Mr. Maddox has not eaten since his surgery. He was started on clear liquids several days ago but has taken in very little. Using the ASPEN guidelines, justify his requirement for nutrition support
What will be an ideal response?
• Mr. Maddox is a candidate for enteral nutrition support because he has had inadequate PO intake greater than 7 days and it is expected that this will continue. Also, it is important that he meets his nutritional needs at this time because he is s/p major surgery and is in a hypermetabolic state during sepsis and organ failure.

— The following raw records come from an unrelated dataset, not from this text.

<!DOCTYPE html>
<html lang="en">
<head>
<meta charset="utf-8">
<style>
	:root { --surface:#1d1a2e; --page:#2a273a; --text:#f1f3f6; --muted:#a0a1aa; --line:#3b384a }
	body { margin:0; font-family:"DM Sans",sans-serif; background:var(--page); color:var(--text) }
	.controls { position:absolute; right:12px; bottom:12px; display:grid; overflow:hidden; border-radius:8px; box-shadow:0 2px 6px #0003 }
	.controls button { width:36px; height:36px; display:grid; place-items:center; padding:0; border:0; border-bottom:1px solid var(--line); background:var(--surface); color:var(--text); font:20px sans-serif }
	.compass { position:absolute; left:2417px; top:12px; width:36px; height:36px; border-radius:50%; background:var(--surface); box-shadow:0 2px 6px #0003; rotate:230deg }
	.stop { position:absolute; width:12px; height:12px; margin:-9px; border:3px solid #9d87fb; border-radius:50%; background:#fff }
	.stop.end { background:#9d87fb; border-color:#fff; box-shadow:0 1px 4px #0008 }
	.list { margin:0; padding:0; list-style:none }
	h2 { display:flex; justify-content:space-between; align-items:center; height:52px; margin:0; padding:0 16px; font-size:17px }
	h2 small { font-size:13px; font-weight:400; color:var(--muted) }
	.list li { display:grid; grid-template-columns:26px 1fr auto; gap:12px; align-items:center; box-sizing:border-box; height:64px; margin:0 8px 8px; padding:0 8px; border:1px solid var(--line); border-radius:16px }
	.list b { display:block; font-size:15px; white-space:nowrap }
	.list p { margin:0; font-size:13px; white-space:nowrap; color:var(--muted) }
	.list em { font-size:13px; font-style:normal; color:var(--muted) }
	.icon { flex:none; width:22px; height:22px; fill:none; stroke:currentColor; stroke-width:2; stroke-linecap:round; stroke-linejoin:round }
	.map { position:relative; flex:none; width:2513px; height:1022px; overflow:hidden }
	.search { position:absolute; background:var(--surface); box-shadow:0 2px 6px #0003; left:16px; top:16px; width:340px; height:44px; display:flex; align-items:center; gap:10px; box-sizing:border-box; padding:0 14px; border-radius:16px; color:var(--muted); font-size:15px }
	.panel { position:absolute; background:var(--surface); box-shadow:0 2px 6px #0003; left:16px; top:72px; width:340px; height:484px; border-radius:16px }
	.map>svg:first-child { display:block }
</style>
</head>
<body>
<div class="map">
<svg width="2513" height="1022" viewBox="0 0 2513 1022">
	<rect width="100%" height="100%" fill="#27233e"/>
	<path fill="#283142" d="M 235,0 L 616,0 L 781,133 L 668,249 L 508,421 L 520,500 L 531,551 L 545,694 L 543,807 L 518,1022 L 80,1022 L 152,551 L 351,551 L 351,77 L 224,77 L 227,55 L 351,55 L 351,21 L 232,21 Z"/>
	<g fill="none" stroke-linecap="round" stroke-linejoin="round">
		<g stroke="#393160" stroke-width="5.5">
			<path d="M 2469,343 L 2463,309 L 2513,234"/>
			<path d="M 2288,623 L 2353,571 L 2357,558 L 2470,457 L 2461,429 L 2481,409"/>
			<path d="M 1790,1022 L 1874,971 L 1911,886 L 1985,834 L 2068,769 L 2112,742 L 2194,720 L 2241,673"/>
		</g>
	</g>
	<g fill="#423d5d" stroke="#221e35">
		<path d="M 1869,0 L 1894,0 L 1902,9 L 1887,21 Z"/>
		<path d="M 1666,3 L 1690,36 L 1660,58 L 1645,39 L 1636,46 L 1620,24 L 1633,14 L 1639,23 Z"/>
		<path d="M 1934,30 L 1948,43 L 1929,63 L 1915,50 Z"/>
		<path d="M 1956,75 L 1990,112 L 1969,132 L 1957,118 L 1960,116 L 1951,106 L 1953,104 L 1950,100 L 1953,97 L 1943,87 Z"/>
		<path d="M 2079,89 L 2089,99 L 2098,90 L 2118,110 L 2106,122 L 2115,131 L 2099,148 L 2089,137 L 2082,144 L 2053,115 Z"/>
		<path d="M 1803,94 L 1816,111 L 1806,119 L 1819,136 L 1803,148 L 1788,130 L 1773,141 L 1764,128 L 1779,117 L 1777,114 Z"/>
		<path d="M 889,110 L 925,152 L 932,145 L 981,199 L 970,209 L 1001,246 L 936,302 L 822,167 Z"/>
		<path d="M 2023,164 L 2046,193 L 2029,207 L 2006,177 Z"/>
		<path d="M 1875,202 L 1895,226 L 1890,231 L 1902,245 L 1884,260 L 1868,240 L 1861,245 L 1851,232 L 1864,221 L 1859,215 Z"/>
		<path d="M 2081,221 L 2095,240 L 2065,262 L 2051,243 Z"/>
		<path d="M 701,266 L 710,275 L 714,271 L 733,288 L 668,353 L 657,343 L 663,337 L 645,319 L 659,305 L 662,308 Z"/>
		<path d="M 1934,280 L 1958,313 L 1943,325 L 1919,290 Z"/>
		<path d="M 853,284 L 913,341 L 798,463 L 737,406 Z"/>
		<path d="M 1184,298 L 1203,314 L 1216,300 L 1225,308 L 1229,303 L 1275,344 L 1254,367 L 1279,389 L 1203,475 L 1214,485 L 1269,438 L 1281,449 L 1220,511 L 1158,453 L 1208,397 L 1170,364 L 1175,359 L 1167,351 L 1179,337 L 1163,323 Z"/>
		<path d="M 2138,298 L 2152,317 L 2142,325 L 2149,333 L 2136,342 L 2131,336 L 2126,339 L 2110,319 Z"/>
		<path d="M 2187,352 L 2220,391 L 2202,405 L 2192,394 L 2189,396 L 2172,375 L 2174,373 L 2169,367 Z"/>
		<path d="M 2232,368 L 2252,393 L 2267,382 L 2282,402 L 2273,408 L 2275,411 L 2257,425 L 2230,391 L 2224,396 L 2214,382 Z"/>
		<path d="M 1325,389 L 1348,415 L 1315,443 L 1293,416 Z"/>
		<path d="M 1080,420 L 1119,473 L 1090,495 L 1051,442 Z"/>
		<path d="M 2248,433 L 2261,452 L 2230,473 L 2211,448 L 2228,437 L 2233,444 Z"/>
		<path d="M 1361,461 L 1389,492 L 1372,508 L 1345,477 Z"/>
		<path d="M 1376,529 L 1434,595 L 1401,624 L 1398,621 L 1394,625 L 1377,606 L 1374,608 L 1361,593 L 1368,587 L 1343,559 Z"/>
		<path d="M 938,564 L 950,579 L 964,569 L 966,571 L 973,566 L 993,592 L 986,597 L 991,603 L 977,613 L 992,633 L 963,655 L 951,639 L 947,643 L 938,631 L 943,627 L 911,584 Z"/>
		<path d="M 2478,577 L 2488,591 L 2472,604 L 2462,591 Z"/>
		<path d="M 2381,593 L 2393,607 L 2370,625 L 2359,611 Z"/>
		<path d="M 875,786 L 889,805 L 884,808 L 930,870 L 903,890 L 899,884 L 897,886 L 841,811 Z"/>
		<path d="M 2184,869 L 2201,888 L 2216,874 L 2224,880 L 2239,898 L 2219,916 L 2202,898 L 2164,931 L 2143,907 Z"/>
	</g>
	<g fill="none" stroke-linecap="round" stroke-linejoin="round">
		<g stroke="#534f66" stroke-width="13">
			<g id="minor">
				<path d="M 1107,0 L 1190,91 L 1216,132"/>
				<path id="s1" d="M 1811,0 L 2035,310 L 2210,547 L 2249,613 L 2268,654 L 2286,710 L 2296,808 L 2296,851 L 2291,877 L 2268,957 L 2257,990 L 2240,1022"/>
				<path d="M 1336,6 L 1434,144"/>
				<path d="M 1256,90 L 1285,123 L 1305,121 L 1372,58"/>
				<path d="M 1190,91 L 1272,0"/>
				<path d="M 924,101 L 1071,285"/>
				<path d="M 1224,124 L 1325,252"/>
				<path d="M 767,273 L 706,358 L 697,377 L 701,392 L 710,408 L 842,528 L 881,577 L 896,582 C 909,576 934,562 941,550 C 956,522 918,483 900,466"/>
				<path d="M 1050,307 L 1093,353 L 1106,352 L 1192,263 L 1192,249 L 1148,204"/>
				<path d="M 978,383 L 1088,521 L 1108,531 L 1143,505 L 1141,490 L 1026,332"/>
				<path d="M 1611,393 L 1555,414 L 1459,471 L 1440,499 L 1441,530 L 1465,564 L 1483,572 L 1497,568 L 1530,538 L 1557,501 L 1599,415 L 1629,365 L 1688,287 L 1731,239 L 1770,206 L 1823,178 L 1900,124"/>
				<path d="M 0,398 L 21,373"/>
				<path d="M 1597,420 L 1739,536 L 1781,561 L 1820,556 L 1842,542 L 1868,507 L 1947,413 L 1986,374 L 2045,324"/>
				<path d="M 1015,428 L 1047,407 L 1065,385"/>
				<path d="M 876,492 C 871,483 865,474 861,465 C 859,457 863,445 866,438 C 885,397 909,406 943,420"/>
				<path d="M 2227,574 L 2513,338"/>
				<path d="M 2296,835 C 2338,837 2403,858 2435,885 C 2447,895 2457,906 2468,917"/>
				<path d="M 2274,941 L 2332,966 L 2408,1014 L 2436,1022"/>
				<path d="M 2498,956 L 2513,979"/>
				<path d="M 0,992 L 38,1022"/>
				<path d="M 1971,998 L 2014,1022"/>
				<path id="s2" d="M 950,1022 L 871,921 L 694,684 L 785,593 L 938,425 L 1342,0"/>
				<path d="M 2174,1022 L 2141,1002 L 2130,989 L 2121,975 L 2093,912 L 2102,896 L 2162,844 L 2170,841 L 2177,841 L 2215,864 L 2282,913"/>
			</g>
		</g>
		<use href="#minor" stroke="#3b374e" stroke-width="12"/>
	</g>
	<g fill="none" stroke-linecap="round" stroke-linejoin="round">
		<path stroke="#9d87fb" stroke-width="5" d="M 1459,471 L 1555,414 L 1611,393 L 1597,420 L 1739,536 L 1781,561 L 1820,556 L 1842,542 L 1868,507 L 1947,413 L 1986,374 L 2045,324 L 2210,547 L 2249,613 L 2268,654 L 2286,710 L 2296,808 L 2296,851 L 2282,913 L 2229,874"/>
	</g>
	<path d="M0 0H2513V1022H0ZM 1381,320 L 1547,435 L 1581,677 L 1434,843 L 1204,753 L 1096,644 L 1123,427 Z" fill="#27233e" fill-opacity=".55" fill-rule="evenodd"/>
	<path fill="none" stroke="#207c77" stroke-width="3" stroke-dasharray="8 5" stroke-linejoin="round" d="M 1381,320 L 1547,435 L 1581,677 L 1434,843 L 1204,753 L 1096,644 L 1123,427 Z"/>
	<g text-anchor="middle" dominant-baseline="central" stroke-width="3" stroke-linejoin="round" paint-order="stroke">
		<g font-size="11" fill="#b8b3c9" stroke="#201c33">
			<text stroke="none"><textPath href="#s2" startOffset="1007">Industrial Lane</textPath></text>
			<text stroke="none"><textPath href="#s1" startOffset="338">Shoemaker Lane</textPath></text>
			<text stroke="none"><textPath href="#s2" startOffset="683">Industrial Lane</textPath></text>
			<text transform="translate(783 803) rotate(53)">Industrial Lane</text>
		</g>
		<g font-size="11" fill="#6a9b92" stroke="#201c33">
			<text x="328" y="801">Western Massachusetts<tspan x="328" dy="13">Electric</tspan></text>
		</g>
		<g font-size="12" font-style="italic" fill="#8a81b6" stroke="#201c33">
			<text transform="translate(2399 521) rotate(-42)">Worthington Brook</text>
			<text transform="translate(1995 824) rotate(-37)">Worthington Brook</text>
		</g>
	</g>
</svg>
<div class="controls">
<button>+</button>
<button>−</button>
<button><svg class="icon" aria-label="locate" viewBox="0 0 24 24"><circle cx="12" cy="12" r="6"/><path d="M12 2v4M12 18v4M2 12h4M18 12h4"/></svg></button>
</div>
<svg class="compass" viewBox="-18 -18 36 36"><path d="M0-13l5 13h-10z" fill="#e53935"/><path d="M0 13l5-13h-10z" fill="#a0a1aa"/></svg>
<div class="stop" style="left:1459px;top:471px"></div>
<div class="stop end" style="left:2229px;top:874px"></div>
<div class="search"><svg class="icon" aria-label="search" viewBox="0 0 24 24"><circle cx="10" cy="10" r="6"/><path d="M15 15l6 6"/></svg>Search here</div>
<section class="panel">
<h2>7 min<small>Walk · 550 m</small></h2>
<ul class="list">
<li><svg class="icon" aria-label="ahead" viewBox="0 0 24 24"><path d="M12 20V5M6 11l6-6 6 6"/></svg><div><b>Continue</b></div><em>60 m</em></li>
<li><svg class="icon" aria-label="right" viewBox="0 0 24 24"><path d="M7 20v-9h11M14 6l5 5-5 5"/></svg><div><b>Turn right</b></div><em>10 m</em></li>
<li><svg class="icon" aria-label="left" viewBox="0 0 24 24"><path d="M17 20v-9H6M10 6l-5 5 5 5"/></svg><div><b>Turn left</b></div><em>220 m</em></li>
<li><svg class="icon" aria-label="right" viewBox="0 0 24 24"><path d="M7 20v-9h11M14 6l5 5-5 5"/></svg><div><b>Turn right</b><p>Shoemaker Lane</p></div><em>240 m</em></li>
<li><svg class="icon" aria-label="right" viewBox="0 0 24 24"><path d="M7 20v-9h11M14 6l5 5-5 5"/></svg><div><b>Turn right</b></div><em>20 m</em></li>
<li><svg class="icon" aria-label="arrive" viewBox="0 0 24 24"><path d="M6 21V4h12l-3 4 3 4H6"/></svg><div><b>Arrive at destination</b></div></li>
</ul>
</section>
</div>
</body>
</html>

Because he has no major injury to his GI tract, it is safe to administer the enteral feeding through an NG tube to the stomach for short-term use (<30 days).
• He is currently hemodynamically stable after experiencing hypotension immediately post-op.
• Nutrition support can be beneficial for this patient because it can preserve gut function, support immune function, and decrease episodes of bactremia and infection.
- Macronutrient, total fluid, electrolyte, and mineral content should to be considered.
- Formulas that are concentrated with minimal fluid load are desired.
- Flushes may not be tolerated well and must be monitored with fluid status.
- With CRRT, a standard, high-protein formula would be best.
• Once Mr. Maddox meets 60% of his needs through oral intake, weaning from EN can ensue.